The boulangerie moment happened during a recent stay in a charming apartment right on the Boulevard Saint-Germain. Plucked from the Haven in Paris website, which specialises in boutique rentals in the French capital, it was the sort of pied à terre that dreams are made of: Oak parquet floors. Chocolate-coloured silk curtains. High ceilings with tall windows looking out onto a statue of Danton. A sweet little kitchen for cooking up the fresh produce on sale at the market round the corner.
To my delight, the owner of the apartment keeps a bookshelf stocked with tomes you might actually want to read. I even found myself leafing through Jean-Paul Sartre for the first time since university. Can you imagine that happening at a Marriott?
But the main appeal was the way the apartment plugged us into neighbourhood life.

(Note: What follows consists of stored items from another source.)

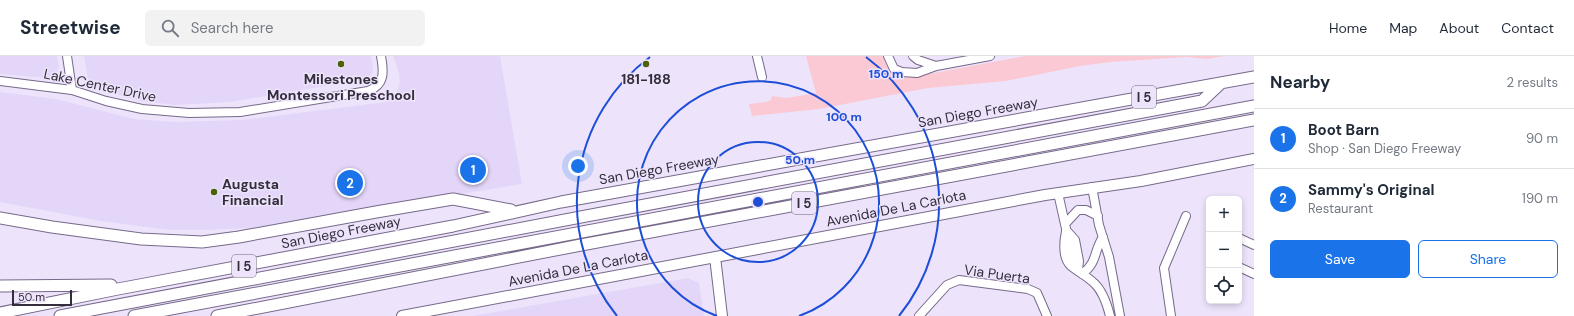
<!DOCTYPE html>
<meta charset="utf-8">
<style>
:root{--surface:#fff;--page:#f2f2f3;--text:#1f2937;--muted:#747a83;--line:#e0e1e3;--accent:#1a73e8}
body{margin:0;font-family:"DM Sans",sans-serif;background:var(--page);color:var(--text)}
.controls{position:absolute;right:12px;bottom:12px;display:grid;overflow:hidden;border-radius:6px;box-shadow:0 2px 6px #0003}
.controls button{width:36px;height:36px;display:grid;place-items:center;padding:0;border:0;border-bottom:1px solid var(--line);background:var(--surface);color:var(--text);font:20px sans-serif}
.scale{position:absolute;left:12px;bottom:10px;width:60px;box-sizing:border-box;padding-left:4px;border:2px solid #332d3c;border-top:0;font-size:11px;line-height:14px;white-space:nowrap;color:#332d3c;-webkit-text-stroke:3px #ede4fb;paint-order:stroke}
.you{position:absolute;left:578px;top:110px;width:14px;height:14px;margin:-10px;border:3px solid #fff;border-radius:50%;background:#1a73e8;box-shadow:0 0 0 6px #1a73e833}
.badge{display:grid;place-items:center;width:26px;height:26px;border-radius:50%;background:var(--accent);color:#fff;font-size:13px;font-weight:700}
.pin{position:absolute;translate:-50% -50%;border:2px solid #fff;box-shadow:0 1px 4px #0006}
.list{margin:0;padding:0;list-style:none}
h2{display:flex;justify-content:space-between;align-items:center;height:52px;margin:0;padding:0 16px;font-size:17px}
h2 small{font-size:13px;font-weight:400;color:var(--muted)}
.list li{display:grid;grid-template-columns:26px 1fr auto;gap:12px;align-items:center;box-sizing:border-box;height:60px;padding:0 16px;border-top:1px solid var(--line)}
.list b{display:block;font-size:15px;white-space:nowrap}
.list p{margin:0;font-size:13px;white-space:nowrap;color:var(--muted)}
.list em{font-size:13px;font-style:normal;color:var(--muted)}
.actions{display:flex;gap:8px;padding:12px 16px}
.actions a{flex:1;padding:9px 0;border:1px solid var(--accent);border-radius:6px;text-align:center;font-size:14px;color:var(--accent)}
.actions .main{background:var(--accent);color:#fff}
.icon{flex:none;width:22px;height:22px;fill:none;stroke:currentColor;stroke-width:2;stroke-linecap:round;stroke-linejoin:round}
.map{position:relative;flex:none;width:1254px;height:260px;overflow:hidden}
header{display:flex;align-items:center;gap:24px;box-sizing:border-box;height:56px;padding:0 20px;background:var(--surface);border-bottom:1px solid var(--line)}
header strong{font-size:19px}
nav{display:flex;gap:22px;margin-inline-start:auto;font-size:14px}
.search{width:280px;height:36px;background:var(--page);display:flex;align-items:center;gap:10px;box-sizing:border-box;padding:0 14px;border-radius:6px;color:var(--muted);font-size:15px}
main{display:flex}
aside{flex:1;background:var(--surface)}
.map>svg:first-child{display:block}
.built{fill:#e4d6f9}
.grass{fill:#fbc9d4}
.lines{fill:none;stroke-linecap:round;stroke-linejoin:round}
.minor-casing{stroke:#77698a;stroke-width:10}
.major-casing{stroke:#77698a;stroke-width:12}
.highway-casing{stroke:#77698a;stroke-width:13}
.minor{stroke:#fff;stroke-width:8}
.major{stroke:#fff;stroke-width:10}
.highway{stroke:#fff;stroke-width:11}
.ring{fill:none;stroke:#1d4ed8;stroke-width:2}
.poi-dot{fill:#4c610a;stroke:#ede4fb;stroke-width:1.5}
.labels{text-anchor:middle;dominant-baseline:central;stroke-width:3;stroke-linejoin:round;paint-order:stroke}
.shield{fill:#ede4fb;stroke:#6b6475;stroke-width:1}
.shield-label{font-size:13px;font-weight:bold;fill:#332d3c}
.poi-label{font-size:14px;font-weight:bold;fill:#332d3c;stroke:#ede4fb}
.street-label{font-size:14px;fill:#332d3c;stroke:#ede4fb}
.centre{fill:#1d4ed8;stroke:#ede4fb;stroke-width:2}
.ring-label{font-size:12px;text-anchor:middle;font-weight:bold;fill:#1d4ed8;stroke:#ede4fb;stroke-width:3;stroke-linejoin:round;paint-order:stroke}
</style>
<header>
<strong>Streetwise</strong>
<div class="search"><svg class="icon" aria-label="search" viewBox="0 0 24 24"><circle cx="10" cy="10" r="6"/><path d="M15 15l6 6"/></svg>Search here</div>
<nav><a>Home</a><a>Map</a><a>About</a><a>Contact</a></nav>
</header>
<main>
<div class="map">
<svg width="1254" height="260" viewBox="0 0 1254 260">
<rect width="100%" height="100%" fill="#ede4fb"/>
<!-- built -->
<path class="built" d="M0,0h57l2,10 -1,4 -3,4 -9,4 -46,-4z
M84,0h287l2,12 -1,6 -5,5 -137,23 -55,3 -35,-4 -43,-13 -9,-9z
M393,0h107l22,128 -268,44 -51,2h-34l-68,-9 -101,-19v-110l56,7 78,20 41,3 66,-2 145,-18 9,-6 5,-13 -1,-10z
M688,222l11,5 5,33h-231z"/>
<!-- grass -->
<path class="grass" d="M806,0h78l1,6 7,10 14,5 28,-4 91,-17h199l-17,3 -21,-2 -75,5 -31,4 -74,15 -78,7 -109,21 -67,7 -3,-12 17,-2 5,-2 1,-4 15,2 29,-5z"/>
<g class="lines">
<defs>
<path id="minor" d="M67,0l5,34
M757,0l5,21
M888,0l6,13 8,3 15,1 19,-7 54,-10
M913,0l5,4 18,6
M0,25l72,9 34,11 36,8 47,4 51,-1 128,-21c17,-6 16,-19 13,-35
M1092,131l7,38 10,32 11,59
M1058,137l16,71
M1065,168l13,-14h8l12,6
M1066,175c-2,10 -4,27 5,35 7,6 16,10 23,17 9,8 13,21 16,33
M1067,175l8,9 4,21 -1,9
M1239,182l15,7
M1239,211l15,7
M1082,218c16,-12 11,-22 21,-37
M919,260l28,-31 12,-5 69,9 9,4 10,23
M1171,260l-7,-48 22,-52"/>
<path id="major" d="M715,201l7,59
M402,260l643,-121 96,-14 113,-22"/>
<path id="highway" d="M0,162l52,9 89,12 61,3 37,-5 137,-25 77,-13 58,11
M0,230l111,-1
M0,257l118,-24 335,-63 108,-24 693,-125
M60,260l526,-100 616,-115 18,-17
M134,260l1120,-210
M217,260l364,-71 673,-125"/>
</defs>
<!-- minor casing -->
<use href="#minor" class="minor-casing"/>
<!-- major casing -->
<use href="#major" class="major-casing"/>
<!-- highway casing -->
<use href="#highway" class="highway-casing"/>
<!-- minor -->
<use href="#minor" class="minor"/>
<!-- major -->
<use href="#major" class="major"/>
<!-- highway -->
<use href="#highway" class="highway"/>
</g>
<!-- distance rings -->
<g class="ring">
<circle cx="758" cy="146" r="60"/>
<path d="M717 260A121 121 0 1 1 799 260"/>
<path d="M617 260A181 181 0 0 1 650 1M866 1A181 181 0 0 1 899 260"/>
</g>
<!-- markers -->
<g class="poi-dot">
<circle cx="341" cy="8" r="4"/>
<circle cx="646" cy="8" r="4"/>
<circle cx="214" cy="136" r="4"/>
</g>
<g class="labels">
<!-- shield labels -->
<g class="shield">
<rect x="1132" y="30" width="24" height="22" rx="3"/>
<rect x="792" y="136" width="24" height="22" rx="3"/>
<rect x="232" y="199" width="24" height="22" rx="3"/>
</g>
<g class="shield-label">
<text x="1144" y="41">I 5</text>
<text x="804" y="147">I 5</text>
<text x="244" y="210">I 5</text>
</g>
<!-- poi labels -->
<g class="poi-label">
<text x="341" y="23">Milestones<tspan x="341" dy="16">Montessori Preschool</tspan></text>
<text x="646" y="23">181-188</text>
<text x="222" y="128" text-anchor="start">Augusta<tspan x="222" dy="16">Financial</tspan></text>
</g>
<!-- street labels -->
<g class="street-label">
<text transform="translate(100 29) rotate(12)">Lake Center Drive</text>
<text transform="translate(978 56) rotate(-10)">San Diego Freeway</text>
<text transform="translate(659 113) rotate(-10)">San Diego Freeway</text>
<text transform="translate(896 152) rotate(-11)">Avenida De La Carlota</text>
<text transform="translate(341 176) rotate(-11)">San Diego Freeway</text>
<text transform="translate(578 212) rotate(-11)">Avenida De La Carlota</text>
<text transform="translate(997 218) rotate(8)">Via Puerta</text>
</g>
</g>
<circle cx="758" cy="146" r="6" class="centre"/>
<g class="ring-label">
<text x="886" y="22">150 m</text>
<text x="844" y="65">100 m</text>
<text x="800" y="108">50 m</text>
</g>
</svg>
<div class="controls">
<button>+</button>
<button>−</button>
<button><svg class="icon" aria-label="locate" viewBox="0 0 24 24"><circle cx="12" cy="12" r="6"/><path d="M12 2v4M12 18v4M2 12h4M18 12h4"/></svg></button>
</div>
<div class="scale">50 m</div>
<div class="you"></div>
<div class="pin badge" style="left:473px;top:114px">1</div>
<div class="pin badge" style="left:350px;top:127px">2</div>
</div>
<aside>
<h2>Nearby<small>2 results</small></h2>
<ul class="list">
<li><span class="badge">1</span><div><b>Boot Barn</b><p>Shop · San Diego Freeway</p></div><em>90 m</em></li>
<li><span class="badge">2</span><div><b>Sammy's Original</b><p>Restaurant</p></div><em>190 m</em></li>
</ul>
<div class="actions"><a class="main">Save</a><a>Share</a></div>
</aside>
</main>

A strike on our first day meant there were no newspapers at the kiosk across the street. For the rest of our visit, the vendor and I kept up a running joke about how industrial action is practically the national sport in France.
And then, of course, there was the food. Every morning, we brewed our own café au lait and went down to the boulangerie to buy the pastries for our petit déjeuner. We shopped in the local marché, picking up cured ham from the boucher, a glorious medley of cheeses from the fromagerie and a bottle of burgundy to die for.
By the end of our stay, the apartment felt much less like a rental and much more like “chez nous.”
Will we return in the future? It’s hard to say. Part of the appeal of staying in private homes is that there are so many to choose from.
But if one day we do go back to “our place” on the Boulevard Saint-Germain, I know where I’ll be buying breakfast.
NB: The woman in the photo is NOT the same woman quoted in the blog post.